Even a few years ago, it was rare to find a big company in high-carbon sectors like oil or power that aspired to eventually eliminate its carbon footprint. Now, committing to reach net zero emissions by mid-century is seen as table stakes for any company wishing to be seen as remotely credible on climate change. Most of the biggest polluters have made that promise. Few have done much to make that promise come true.
That’s the conclusion of an Oct. 13 analysis of the climate progress of 159 high-carbon companies worldwide by CA100+, a network of hundreds of asset managers, pension funds, and other institutional investors pushing for climate action in companies in which they hold shares. The 159 companies represent most of the world’s biggest carbon emitters: utilities like NextEra, oil producers like Exxon and Chevron, automakers like Ford, airlines like Delta, and industrial manufacturers like ThyssenKrupp.
Three-quarters of these companies have committed to net zero across some or all of their emissions footprint by 2050, up from 52% in March 2021. And 91% of the companies now include climate-related information in their financial disclosures, up from 80% in March 2021.
Corporate climate plans lack detail and cash
But half of these companies exclude the emissions of their customers and suppliers from their climate targets, which in the case of many constitutes the majority of their footprint. Around 81% lack a detailed decarbonization strategy, and 90% have no five-year interim emissions targets—the timeline that matters most for executives’ daily decision-making. Of these companies, 90% have no plan to change their capital spending to support decarbonization, and 90% have not adopted guidelines to lobby in favor of climate policy. Finally, among the 159 companies, not one comprehensively accounts for climate-related risks in its internal accounting and auditing.

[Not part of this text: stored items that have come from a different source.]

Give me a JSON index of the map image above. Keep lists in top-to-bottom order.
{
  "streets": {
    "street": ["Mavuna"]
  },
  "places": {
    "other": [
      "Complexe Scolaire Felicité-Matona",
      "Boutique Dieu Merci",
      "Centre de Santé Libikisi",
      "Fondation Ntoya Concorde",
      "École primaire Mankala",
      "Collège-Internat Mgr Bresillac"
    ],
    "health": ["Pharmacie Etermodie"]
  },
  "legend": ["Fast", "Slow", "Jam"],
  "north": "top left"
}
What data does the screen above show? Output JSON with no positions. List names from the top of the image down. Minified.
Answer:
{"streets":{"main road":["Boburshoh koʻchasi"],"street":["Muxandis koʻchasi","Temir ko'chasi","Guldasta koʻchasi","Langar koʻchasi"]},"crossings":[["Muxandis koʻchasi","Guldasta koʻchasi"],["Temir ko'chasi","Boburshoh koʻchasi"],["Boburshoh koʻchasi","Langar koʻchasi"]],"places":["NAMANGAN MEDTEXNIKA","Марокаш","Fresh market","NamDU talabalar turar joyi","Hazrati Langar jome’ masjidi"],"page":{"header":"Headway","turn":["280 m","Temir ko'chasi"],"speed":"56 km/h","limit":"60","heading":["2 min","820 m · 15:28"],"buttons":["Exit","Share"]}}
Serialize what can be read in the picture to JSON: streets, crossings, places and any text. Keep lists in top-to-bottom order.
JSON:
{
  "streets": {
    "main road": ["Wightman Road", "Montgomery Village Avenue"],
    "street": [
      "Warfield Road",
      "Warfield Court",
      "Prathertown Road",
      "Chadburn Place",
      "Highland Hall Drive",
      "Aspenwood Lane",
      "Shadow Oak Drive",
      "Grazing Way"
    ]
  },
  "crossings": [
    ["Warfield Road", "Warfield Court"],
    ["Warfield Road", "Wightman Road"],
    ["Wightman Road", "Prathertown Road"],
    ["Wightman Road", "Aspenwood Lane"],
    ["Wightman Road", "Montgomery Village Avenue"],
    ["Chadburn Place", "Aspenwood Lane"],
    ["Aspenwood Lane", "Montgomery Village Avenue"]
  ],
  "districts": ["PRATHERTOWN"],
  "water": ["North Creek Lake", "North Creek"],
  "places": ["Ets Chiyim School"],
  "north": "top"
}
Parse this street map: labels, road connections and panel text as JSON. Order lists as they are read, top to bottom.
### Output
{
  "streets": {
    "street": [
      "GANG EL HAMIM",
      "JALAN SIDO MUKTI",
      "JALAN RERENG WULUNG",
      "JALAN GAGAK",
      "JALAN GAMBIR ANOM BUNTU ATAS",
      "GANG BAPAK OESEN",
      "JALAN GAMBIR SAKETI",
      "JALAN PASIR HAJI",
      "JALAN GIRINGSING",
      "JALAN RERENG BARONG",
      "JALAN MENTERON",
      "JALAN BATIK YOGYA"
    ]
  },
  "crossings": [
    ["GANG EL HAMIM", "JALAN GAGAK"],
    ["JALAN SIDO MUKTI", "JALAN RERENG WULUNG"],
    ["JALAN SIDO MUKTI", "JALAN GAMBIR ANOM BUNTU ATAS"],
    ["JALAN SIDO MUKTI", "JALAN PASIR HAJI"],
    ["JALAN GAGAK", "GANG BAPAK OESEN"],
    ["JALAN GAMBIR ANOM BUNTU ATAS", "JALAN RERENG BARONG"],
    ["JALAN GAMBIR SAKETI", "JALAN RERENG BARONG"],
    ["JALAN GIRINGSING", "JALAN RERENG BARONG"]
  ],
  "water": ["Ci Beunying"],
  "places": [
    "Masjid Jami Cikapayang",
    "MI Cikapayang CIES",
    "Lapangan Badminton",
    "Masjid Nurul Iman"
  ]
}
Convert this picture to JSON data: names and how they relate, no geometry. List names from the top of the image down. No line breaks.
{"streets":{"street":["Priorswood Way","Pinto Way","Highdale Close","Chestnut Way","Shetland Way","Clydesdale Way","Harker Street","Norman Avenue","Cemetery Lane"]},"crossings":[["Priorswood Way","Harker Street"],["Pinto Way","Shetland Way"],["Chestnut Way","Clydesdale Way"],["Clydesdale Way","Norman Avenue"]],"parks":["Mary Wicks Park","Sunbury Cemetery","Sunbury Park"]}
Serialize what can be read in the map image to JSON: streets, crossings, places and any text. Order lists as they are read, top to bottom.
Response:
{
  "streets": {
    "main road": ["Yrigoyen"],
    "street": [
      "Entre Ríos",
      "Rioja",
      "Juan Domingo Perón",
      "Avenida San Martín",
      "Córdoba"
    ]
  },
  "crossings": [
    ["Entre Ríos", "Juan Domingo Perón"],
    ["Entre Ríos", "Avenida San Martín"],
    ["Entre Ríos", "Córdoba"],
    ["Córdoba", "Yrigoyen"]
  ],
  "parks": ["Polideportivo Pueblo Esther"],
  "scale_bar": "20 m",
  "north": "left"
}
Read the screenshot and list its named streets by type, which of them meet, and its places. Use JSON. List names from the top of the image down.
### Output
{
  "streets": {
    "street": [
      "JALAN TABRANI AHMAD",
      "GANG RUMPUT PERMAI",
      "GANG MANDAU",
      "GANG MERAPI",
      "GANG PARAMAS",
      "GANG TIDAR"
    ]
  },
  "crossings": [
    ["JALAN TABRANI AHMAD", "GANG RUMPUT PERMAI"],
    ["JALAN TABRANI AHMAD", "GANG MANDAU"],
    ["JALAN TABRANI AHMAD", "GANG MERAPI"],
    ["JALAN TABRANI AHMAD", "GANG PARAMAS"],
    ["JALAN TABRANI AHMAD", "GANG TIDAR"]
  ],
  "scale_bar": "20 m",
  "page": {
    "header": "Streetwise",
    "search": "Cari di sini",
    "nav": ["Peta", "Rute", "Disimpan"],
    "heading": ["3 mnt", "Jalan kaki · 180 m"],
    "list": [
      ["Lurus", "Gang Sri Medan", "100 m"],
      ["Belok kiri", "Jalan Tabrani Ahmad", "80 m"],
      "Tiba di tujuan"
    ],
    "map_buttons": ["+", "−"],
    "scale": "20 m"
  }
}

“There is progress, but not the action we need to see,” said Morgan LaManna, director of investor engagement at the sustainable finance advocacy group Ceres, which helps coordinate the CA100+ group. “There are these targets, but what are you actually doing about it?”
The shortfall on lobbying is especially concerning, LaManna said, because new government regulations and policies will be needed to help companies reach their long-term goals. Without pressuring governments to act, these companies won’t be able to fulfill their promises.
Investors need to push companies harder on climate goals
In the meantime, LaManna said, companies should expect to face more aggressive supervision from their major shareholders, who are increasingly threatening to vote out the executives of companies that fail to deliver on climate.
Institutional investors who have set climate goals for their own portfolios now need to get much more aggressive, said Catherine Howarth, CEO of the shareholder advocacy group ShareAction, in a statement. A ShareAction study in May found that most investors in the CA100+ lack any specific objectives for their climate change engagements with companies. Investors also don’t outline any steps for escalation if companies don’t follow through.
“At the close of CA100+’s initial five-year phase, its target emitters are not remotely decarbonizing at the pace needed to avert severe climate damage,” Howarth said. “This failure of stewardship risks significant losses to investment portfolios and economies. Signatories to CA100+ have failed so far to manage climate risks in line with their fiduciary duty of prudent behavior.”